How can cardiac MRI predict ablation therapy outcomes?

Wednesday, November 29 | 11:20 a.m.-11:30 a.m. | SSK04-06 | Room S504AB
Adding late gadolinium enhancement and T1 mapping in preprocedural cardiac MRI scans might help predict how atrial fibrillation patients will respond to ablation therapy, German researchers have found.

"We show that different cardiac MRI markers of atrial fibrosis -- percentage of positive [late gadolinium enhancement] and T1 relaxation times -- were significantly elevated in patients with a recurrence of atrial fibrillation," said Dr. Julian Luetkens of the radiology department at the University of Bonn. "Both parameters were independent predictors of poor outcome following ablation therapy."

The prospective study included 61 patients with a mean age of 60.3 years.
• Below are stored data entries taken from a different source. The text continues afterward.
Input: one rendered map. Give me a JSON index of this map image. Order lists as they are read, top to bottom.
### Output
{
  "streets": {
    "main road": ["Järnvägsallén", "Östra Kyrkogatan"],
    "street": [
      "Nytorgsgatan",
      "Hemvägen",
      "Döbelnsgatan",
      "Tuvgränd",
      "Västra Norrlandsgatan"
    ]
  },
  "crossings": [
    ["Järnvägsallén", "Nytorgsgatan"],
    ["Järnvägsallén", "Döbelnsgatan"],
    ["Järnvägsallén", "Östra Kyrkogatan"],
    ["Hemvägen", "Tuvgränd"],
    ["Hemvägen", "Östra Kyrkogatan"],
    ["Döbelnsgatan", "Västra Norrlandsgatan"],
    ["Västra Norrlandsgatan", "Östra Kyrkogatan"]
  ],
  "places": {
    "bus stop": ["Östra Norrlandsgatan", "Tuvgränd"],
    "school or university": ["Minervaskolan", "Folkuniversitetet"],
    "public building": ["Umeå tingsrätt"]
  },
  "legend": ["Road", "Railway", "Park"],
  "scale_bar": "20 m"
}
Left atrial late gadolinium enhancement and left atrial T1 mapping were performed during preprocedural cardiac MRI. Patients were categorized by four different fibrosis stages based on the percentage of left atrial wall enhancement on late-enhancing MRI scans.

At one year of follow-up, atrial fibrillation recurred in 20 (33%) subjects. Patients with a recurrence of atrial fibrillation showed a higher mean percentage of left atrial wall enhancement, higher left atrial T1 relaxation times, and a higher plasma level of relaxin. A multivariate analysis also revealed that poor ablation outcome was best predicted by advanced fibrosis stage and higher T1 relaxation times.

"Preprocedural cardiac MRI seems to be a valuable tool for prediction of poor response to catheter ablation therapy in patients with atrial fibrillation," Luetkens told AuntMinnie.com. "It offers various imaging techniques for outcome prediction and might be valuable for better patient selection prior to ablation therapy."